Final
- Champion: Casper Ruud
- Runner-up: Stefanos Tsitsipas
- Score: 7–5, 6–3

Details
- Draw: 48 (6 Q / 4 WC)
- Seeds: 16

Events
| Singles | Doubles |
- ← 2023 · Barcelona Open · 2025 →

= 2024 Barcelona Open Banc Sabadell – Singles =

Casper Ruud defeated Stefanos Tsitsipas in the final, 7–5, 6–3 to win the singles tennis title at the 2024 Barcelona Open. It was his first ATP 500 title, his eleventh career ATP Tour title, and he did not lose a set en route. It was Tsitsipas' fourth loss in the Barcelona final, after 2018, 2021, and 2023. The final was a rematch of the Monte-Carlo final the week prior, which Tsitsipas had won.

Carlos Alcaraz was the two-time reigning champion, but withdrew due to an ongoing arm injury.

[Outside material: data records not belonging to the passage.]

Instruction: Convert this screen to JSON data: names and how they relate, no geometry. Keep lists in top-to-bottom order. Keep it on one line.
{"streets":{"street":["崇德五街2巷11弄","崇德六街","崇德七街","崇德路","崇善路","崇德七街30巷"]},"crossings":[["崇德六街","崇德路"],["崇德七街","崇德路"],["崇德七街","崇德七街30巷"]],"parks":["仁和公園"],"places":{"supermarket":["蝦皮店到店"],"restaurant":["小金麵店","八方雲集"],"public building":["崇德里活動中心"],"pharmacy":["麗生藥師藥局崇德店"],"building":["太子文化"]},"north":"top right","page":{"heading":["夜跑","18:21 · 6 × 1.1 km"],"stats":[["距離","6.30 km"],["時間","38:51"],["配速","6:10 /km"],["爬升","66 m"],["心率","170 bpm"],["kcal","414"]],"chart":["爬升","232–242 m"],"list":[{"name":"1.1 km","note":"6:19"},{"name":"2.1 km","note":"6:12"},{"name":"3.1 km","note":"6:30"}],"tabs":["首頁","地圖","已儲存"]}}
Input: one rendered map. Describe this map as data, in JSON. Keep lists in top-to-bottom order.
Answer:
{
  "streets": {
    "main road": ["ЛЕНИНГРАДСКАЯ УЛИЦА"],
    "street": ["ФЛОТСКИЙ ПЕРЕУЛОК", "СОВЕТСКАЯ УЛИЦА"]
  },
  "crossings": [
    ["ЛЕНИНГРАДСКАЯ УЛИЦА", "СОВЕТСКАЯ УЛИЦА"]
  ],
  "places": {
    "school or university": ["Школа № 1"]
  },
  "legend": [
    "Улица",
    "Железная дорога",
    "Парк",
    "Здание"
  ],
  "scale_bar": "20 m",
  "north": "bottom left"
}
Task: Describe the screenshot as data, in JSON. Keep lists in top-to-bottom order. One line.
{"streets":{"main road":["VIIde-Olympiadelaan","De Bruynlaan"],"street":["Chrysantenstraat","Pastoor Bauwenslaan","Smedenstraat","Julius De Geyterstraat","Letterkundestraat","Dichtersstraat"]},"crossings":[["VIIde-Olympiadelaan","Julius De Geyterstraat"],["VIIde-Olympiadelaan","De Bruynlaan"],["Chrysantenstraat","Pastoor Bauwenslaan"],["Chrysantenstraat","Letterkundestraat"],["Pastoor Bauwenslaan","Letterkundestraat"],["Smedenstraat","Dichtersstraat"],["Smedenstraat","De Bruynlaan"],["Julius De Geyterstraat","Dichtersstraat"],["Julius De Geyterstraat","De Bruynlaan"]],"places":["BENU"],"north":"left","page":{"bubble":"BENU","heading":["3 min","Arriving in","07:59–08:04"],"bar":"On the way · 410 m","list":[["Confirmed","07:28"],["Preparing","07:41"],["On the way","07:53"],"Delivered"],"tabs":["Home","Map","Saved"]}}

The tournament marked the return of former world No. 1 and 12-time Barcelona champion Rafael Nadal. He was competing in a clay court event for the first time since he won the 2022 French Open, entering the tournament using an injury-protected ranking. He lost to Alex de Minaur in the second round.

For the first time since 1989, no Spanish players reached the quarterfinals of the tournament. This also marked only the fifth time a non-Spanish player won the tournament in the 21st century, after Gastón Gaudio in 2002, Kei Nishikori in 2014 and 2015, and Dominic Thiem in 2019.

== Seeds ==
All seeds receive a bye into the second round.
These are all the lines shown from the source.